> **Instructions to follow**
Copy out every line of the records in which "position" can be found.

##### Supplied information

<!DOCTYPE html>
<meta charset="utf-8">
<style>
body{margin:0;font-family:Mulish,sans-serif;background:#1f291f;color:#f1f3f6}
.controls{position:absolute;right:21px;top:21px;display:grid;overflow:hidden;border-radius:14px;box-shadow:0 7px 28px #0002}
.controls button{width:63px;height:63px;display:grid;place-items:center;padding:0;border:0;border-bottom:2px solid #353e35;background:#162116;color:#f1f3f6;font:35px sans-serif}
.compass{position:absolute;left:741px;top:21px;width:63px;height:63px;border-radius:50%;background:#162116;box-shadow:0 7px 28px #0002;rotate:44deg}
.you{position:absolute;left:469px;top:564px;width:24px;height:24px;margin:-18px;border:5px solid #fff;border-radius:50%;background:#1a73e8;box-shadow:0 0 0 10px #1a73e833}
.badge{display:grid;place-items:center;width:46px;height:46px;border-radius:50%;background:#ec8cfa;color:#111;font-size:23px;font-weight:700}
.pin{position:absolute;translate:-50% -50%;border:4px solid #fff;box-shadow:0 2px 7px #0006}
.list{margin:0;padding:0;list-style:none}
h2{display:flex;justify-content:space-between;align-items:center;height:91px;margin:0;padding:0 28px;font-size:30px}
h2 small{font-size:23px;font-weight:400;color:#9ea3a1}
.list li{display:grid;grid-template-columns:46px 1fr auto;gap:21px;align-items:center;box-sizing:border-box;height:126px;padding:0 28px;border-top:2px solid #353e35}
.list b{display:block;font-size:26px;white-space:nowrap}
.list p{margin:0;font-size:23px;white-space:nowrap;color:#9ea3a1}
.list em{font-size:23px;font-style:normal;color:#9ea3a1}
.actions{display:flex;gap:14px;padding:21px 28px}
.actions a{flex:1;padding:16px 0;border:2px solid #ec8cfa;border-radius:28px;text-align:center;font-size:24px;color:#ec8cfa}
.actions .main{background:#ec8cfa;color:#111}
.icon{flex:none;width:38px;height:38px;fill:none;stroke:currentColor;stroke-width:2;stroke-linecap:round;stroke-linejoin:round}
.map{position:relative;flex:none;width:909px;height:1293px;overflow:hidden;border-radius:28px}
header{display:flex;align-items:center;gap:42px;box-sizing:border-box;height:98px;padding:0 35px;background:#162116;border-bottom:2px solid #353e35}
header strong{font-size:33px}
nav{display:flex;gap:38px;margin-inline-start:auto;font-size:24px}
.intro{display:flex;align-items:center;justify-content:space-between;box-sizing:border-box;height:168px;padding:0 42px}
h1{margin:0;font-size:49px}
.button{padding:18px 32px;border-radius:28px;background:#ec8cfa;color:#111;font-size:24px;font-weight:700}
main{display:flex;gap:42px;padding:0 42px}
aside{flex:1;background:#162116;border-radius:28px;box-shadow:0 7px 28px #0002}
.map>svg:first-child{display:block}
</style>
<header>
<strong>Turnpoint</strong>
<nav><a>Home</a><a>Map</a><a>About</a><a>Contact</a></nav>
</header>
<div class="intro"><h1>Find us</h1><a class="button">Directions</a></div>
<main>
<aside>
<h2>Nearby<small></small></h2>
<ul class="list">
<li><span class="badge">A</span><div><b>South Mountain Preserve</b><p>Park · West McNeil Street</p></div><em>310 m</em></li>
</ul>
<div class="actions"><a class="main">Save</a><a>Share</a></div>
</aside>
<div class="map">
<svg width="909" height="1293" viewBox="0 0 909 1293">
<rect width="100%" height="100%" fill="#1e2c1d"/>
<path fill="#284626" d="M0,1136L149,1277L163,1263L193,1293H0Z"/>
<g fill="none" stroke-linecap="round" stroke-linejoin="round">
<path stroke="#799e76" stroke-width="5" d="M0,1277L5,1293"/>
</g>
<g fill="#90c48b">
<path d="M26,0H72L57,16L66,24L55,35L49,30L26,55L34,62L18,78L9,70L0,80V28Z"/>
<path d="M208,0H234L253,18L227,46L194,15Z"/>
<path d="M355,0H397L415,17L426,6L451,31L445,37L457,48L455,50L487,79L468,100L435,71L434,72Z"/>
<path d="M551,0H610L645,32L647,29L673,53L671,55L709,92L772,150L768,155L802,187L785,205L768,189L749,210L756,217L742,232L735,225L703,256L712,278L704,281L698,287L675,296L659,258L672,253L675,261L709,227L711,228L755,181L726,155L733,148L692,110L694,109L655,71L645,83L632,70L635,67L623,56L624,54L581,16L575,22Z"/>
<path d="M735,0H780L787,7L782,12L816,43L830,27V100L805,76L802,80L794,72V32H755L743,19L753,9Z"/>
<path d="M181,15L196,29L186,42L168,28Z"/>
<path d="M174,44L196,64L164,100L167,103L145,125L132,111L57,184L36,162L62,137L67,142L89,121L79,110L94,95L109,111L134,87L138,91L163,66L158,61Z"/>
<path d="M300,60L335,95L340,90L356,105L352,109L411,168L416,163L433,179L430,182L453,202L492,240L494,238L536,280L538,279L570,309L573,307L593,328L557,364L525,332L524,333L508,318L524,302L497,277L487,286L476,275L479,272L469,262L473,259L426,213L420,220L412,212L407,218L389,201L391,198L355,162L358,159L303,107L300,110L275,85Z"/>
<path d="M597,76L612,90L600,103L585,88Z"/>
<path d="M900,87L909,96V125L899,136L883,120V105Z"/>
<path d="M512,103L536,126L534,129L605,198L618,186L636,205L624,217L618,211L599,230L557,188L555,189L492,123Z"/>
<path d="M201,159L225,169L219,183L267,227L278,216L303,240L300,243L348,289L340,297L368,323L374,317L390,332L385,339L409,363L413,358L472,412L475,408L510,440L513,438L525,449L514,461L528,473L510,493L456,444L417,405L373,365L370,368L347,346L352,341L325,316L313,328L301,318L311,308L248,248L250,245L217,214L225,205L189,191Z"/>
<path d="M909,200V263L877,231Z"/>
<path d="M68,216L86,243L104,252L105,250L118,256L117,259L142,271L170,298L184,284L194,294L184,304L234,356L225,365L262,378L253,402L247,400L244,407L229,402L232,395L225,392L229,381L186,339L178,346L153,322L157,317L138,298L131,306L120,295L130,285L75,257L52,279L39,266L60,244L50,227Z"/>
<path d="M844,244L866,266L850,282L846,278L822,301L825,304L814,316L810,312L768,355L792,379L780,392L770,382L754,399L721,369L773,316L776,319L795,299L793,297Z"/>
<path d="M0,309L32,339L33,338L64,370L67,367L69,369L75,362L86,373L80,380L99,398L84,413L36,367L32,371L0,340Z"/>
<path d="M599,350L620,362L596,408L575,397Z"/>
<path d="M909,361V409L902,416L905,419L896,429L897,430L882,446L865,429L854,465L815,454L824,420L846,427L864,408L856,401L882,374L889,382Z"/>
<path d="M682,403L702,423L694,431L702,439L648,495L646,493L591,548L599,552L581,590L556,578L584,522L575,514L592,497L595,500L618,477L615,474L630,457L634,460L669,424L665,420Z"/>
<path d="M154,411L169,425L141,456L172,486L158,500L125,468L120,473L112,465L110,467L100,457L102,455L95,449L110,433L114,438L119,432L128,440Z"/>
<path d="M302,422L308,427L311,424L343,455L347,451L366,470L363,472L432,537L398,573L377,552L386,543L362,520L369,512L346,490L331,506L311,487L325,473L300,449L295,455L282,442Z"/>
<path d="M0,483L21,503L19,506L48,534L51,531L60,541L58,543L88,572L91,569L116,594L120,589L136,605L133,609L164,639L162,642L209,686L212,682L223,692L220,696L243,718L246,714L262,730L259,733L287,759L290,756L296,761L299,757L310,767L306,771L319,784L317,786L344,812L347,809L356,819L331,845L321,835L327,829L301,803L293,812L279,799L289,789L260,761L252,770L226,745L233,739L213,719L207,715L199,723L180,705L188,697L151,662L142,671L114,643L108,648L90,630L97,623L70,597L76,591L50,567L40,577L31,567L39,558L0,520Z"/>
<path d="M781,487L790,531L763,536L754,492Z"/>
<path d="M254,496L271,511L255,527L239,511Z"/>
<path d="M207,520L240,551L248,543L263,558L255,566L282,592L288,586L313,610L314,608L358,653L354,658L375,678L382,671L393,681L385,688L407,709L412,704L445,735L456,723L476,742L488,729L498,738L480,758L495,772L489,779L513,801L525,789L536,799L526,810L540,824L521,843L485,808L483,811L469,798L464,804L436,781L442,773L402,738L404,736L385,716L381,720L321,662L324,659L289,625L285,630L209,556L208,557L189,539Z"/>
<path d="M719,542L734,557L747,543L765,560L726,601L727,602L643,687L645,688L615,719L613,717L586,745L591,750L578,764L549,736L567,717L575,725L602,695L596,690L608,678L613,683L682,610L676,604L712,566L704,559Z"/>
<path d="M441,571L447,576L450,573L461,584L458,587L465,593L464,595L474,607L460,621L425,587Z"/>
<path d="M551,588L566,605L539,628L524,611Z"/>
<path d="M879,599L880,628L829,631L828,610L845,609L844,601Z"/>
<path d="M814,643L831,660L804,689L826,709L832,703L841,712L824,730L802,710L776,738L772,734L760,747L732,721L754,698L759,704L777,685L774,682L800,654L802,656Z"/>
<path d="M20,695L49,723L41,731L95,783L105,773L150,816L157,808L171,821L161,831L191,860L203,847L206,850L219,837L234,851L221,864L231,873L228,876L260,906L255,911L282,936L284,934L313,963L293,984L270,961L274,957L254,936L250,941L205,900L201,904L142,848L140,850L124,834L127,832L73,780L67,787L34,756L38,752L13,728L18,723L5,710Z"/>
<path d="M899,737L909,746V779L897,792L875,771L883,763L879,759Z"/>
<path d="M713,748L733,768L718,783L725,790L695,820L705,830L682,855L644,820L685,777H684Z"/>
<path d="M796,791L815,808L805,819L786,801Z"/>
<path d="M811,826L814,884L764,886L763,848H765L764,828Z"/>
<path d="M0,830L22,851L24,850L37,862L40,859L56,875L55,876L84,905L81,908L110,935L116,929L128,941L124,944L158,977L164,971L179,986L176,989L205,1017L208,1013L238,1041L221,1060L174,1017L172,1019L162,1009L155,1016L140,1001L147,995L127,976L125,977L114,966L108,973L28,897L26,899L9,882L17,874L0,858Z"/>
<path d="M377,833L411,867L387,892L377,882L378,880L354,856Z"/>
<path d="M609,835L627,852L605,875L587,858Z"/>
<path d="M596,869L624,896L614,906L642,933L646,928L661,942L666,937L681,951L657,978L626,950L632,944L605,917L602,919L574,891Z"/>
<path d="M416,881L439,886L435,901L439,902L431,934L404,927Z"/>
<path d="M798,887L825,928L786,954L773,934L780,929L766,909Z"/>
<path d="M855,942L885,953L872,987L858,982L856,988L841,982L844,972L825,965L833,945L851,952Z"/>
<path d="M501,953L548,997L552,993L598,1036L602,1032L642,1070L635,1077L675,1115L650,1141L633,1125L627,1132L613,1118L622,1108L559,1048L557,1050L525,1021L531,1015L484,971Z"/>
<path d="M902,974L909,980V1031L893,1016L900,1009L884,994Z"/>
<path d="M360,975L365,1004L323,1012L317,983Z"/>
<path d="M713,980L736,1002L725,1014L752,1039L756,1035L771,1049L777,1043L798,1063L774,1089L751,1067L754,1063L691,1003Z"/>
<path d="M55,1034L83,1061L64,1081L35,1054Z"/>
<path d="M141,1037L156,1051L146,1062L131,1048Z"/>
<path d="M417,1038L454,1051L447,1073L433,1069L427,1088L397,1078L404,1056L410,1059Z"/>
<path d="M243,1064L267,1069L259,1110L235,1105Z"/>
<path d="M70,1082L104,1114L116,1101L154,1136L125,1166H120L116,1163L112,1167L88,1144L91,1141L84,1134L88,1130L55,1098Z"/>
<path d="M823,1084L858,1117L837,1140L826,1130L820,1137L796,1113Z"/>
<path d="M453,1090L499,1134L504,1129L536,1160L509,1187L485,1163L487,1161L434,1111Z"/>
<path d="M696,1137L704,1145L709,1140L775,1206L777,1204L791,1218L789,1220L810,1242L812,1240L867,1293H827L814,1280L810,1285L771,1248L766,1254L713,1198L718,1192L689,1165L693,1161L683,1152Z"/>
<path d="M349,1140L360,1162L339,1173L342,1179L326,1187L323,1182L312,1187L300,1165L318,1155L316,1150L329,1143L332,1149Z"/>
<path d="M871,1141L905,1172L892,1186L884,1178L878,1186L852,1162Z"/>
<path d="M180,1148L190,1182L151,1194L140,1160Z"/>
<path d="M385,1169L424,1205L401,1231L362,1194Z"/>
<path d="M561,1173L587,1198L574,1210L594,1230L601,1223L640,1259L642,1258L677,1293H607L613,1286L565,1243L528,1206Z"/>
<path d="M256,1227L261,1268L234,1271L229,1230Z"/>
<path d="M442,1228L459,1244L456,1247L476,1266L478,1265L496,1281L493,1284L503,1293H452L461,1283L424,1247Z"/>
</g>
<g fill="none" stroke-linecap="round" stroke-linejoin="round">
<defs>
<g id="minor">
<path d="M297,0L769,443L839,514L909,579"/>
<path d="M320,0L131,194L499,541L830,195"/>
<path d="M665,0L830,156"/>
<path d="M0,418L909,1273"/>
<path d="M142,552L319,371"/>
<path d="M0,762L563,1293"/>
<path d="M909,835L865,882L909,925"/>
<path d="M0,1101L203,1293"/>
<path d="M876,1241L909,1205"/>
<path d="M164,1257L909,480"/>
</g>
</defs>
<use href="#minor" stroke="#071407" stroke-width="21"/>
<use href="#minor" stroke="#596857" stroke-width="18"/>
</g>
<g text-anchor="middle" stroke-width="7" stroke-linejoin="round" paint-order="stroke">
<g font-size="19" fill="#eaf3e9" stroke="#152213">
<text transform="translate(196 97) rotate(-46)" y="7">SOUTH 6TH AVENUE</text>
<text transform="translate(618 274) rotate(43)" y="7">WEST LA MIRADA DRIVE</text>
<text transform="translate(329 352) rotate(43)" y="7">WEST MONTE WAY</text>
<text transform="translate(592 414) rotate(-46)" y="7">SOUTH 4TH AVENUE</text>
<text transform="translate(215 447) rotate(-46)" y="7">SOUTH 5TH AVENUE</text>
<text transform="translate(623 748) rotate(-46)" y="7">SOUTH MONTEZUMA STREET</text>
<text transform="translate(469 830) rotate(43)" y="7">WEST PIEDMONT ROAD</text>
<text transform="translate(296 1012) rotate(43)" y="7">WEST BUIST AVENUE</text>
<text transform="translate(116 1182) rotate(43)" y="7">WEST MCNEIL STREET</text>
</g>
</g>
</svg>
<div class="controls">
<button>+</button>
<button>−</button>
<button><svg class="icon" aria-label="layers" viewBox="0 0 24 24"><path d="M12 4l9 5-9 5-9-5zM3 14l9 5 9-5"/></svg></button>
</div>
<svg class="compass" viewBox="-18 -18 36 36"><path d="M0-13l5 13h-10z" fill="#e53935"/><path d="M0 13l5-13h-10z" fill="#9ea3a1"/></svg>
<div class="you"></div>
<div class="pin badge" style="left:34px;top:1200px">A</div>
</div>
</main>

##########

> **Your response**
.controls{position:absolute;right:21px;top:21px;display:grid;overflow:hidden;border-radius:14px;box-shadow:0 7px 28px #0002}
.compass{position:absolute;left:741px;top:21px;width:63px;height:63px;border-radius:50%;background:#162116;box-shadow:0 7px 28px #0002;rotate:44deg}
.you{position:absolute;left:469px;top:564px;width:24px;height:24px;margin:-18px;border:5px solid #fff;border-radius:50%;background:#1a73e8;box-shadow:0 0 0 10px #1a73e833}
.pin{position:absolute;translate:-50% -50%;border:4px solid #fff;box-shadow:0 2px 7px #0006}
.map{position:relative;flex:none;width:909px;height:1293px;overflow:hidden;border-radius:28px}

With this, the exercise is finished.